Ege ellerimi tutup kaldırdı .

- Hadi gel doktorun yanına gidip çıkalım .

Kafamla onayladım onu . Doktorun yanına gidip son kontrolleri de yaptırınca reçeteyi alıp çıkmıştık . Şimdi de eve dönüyorduk . Yeni yeni tam anlamıyla kendime geliyordum ve olanları kimin yaptığını düşünmeye başlamıştım . Fakat ev o kadar iyi korunuyordu ki kimin , nasıl görünmeden yapabileceği aklıma bir türlü gelmiyordu .

- Ege sence kim yapmış olabilir ? Aklıma dahi gelmiyor . Evin önünde o kadar çok koruma var ki neredeyse kuş uçurtmuyorlar . Ama kim nasıl yapabilir ki ?

- Saye dışarıdan bir müdahele olmadı . Yapan evden birisi yada korumalardan biri . Bunu ancak eve gidince öğreneceğiz .

Kaşlarımı çattım .

- Nasıl yani ? Eve gidince öğreneceğiz derken ? Bir şey mi biliyorsun ?

- Şuan kesin bir şekilde konuşamam ama kimin yapabileceğini biliyorum .

- Allah aşkına Ege şifreli konuşmaz mısın ? Hiçbir şey anlamıyorum ?

Güldü fakat bu gülüş alay ve sinir içeren bir gülüştü .

- Saye gerçekten aklına kimse gelmiyor mu ?

- Ege ben kimi tanıyorum ! Bana zarar verebilecek iki tane kişi var . Sen de dışarıdan bir müdahele olmadığını söylüyorsun ! Lütfen artık şifreli konuşmasan da aklından geçenleri diline döksen !

- Annemlere gittiğimizden beri Merve'nin sana olan bakışlarını fark etmedim deme lütfen ?

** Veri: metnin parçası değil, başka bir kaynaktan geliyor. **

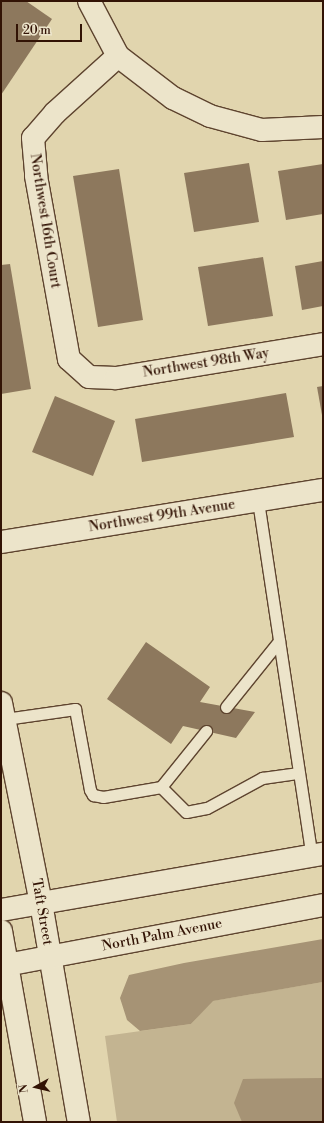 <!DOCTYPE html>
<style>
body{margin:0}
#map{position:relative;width:324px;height:1123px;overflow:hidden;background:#e1d5ae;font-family:"Libre Bodoni",serif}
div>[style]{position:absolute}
.green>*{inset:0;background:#c3b491}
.water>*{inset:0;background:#a69375}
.building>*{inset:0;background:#8d785d}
.roads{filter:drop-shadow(1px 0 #5e442f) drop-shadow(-1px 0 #5e442f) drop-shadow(0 1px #5e442f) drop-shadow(0 -1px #5e442f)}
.lane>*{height:11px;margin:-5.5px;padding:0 5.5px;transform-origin:5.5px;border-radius:5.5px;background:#ece4ca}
.street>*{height:22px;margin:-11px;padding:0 11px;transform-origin:11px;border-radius:11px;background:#ece4ca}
.secondary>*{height:22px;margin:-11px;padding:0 11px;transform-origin:11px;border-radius:11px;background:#ece4ca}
span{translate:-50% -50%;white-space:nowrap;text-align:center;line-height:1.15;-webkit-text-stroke:3px #ece4ca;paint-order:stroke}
.street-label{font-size:14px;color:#321305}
.frame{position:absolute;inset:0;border:2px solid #321305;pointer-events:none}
.north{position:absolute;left:16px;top:1067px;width:40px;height:40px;-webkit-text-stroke:3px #ece4ca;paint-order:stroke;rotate:262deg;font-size:11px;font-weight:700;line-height:16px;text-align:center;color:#321305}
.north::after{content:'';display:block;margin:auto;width:14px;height:18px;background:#321305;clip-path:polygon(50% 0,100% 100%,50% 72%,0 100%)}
.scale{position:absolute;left:16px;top:24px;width:66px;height:18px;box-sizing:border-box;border:2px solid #321305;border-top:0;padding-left:5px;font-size:12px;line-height:14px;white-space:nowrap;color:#321305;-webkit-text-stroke:3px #ece4ca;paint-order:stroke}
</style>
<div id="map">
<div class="green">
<div style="clip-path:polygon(323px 982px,323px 1122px,117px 1122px,105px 1036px,191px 1024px,212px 1001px)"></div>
</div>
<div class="water">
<div style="clip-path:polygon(323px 939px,323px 982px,213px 1001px,191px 1024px,140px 1031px,127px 1020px,120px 998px,129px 975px,184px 963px)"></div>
<div style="clip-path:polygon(323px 1078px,323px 1122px,242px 1122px,234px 1103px,243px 1079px)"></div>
</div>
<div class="building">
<div style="clip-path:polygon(1px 1px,26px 1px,52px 19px,1px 95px)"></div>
<div style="clip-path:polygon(249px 163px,259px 222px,194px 232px,184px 173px)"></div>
<div style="clip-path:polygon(323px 164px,323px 214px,286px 220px,278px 171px)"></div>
<div style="clip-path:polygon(119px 169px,143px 320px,98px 327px,73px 176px)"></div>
<div style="clip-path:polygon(263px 257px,273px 316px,208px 326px,198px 267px)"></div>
<div style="clip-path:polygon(323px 261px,323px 306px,302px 310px,295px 266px)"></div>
<div style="clip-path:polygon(10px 264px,31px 389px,1px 394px,1px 265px)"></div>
<div style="clip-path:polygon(323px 386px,323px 415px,322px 415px,317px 387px)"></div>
<div style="clip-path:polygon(286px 393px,294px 437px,142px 462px,135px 419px)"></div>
<div style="clip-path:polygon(55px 396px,115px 421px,93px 476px,32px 452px)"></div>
<div style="clip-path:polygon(146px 642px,210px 687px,200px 702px,255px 712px,236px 738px,183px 726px,171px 744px,107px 699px)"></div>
</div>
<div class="roads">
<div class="lane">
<div style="left:258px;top:501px;width:359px;rotate:81.4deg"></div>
<div style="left:226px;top:707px;width:85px;rotate:-51.2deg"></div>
<div style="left:5px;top:719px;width:71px;rotate:-8.1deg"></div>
<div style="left:75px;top:709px;width:82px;rotate:79.5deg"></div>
<div style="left:90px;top:790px;width:6px;rotate:59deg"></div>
<div style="left:93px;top:795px;width:10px;rotate:11deg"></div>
<div style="left:103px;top:797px;width:59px;rotate:-9.8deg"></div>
<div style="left:161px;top:787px;width:72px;rotate:-51.2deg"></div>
<div style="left:161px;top:787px;width:35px;rotate:45deg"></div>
<div style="left:186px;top:812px;width:21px;rotate:-11deg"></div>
<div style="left:207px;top:808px;width:63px;rotate:-28.6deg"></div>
<div style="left:262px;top:778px;width:37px;rotate:-8deg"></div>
</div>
<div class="street">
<div style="left:89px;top:1px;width:62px;rotate:62.2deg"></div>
<div style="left:118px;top:56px;width:85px;rotate:137.9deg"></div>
<div style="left:55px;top:113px;width:33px;rotate:131deg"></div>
<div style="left:33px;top:138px;width:38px;rotate:85deg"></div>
<div style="left:36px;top:176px;width:186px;rotate:79.8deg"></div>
<div style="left:69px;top:359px;width:27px;rotate:42deg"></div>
<div style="left:89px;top:377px;width:27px;rotate:2deg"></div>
<div style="left:116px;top:378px;width:210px;rotate:-9.3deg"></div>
<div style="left:118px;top:56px;width:69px;rotate:37.4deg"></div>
<div style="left:173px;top:98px;width:41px;rotate:25.9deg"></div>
<div style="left:210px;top:116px;width:54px;rotate:15.1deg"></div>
<div style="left:262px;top:130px;width:61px;rotate:-2.8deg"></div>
<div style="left:1px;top:542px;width:326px;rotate:-9.2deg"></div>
</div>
<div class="secondary">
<div style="left:1px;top:703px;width:204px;rotate:78.7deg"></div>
<div style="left:41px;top:903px;width:222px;rotate:80.2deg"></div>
<div style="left:1px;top:910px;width:327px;rotate:-9.9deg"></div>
<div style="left:1px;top:931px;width:194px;rotate:79.9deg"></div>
<div style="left:1px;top:966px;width:328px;rotate:-10.7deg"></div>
</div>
</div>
<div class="street-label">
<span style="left:45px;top:221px;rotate:81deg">Northwest 16th Court</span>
<span style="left:206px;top:363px;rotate:-9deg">Northwest 98th Way</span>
<span style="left:162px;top:516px;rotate:-9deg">Northwest 99th Avenue</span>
<span style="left:42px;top:912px;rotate:80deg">Taft Street</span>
<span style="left:162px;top:935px;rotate:-11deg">North Palm Avenue</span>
</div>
<div class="frame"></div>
<div class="north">N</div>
<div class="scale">20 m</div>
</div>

Nasıl yani o da mı fark etmişti ?

- Sen...sen de mi fark ettin ?

- Hadi ama Saye onun sana olan bakışlarını o masada oturan herkes fark etti . Çünkü onlar....

- Çünkü onlar ne ? Benim bilmediğim neler oluyor Ege ? Merve geldiğimizde sana sarılmaya kalktı ama sen onu ittin , ben ona sarılmaya kalkınca elimi tiksinircesine sıkıp gidiyor , yemekte ters ters bakmalar , sana bir telefon geliyor ama ne hikmetse üçünüz de aynı andan ortalıktan kayboluyorsunuz ve sonra biri kabloları kesip kapıyı arkamdan kilitliyor ! Söylesene benim bilmediğim neler oluyor ?!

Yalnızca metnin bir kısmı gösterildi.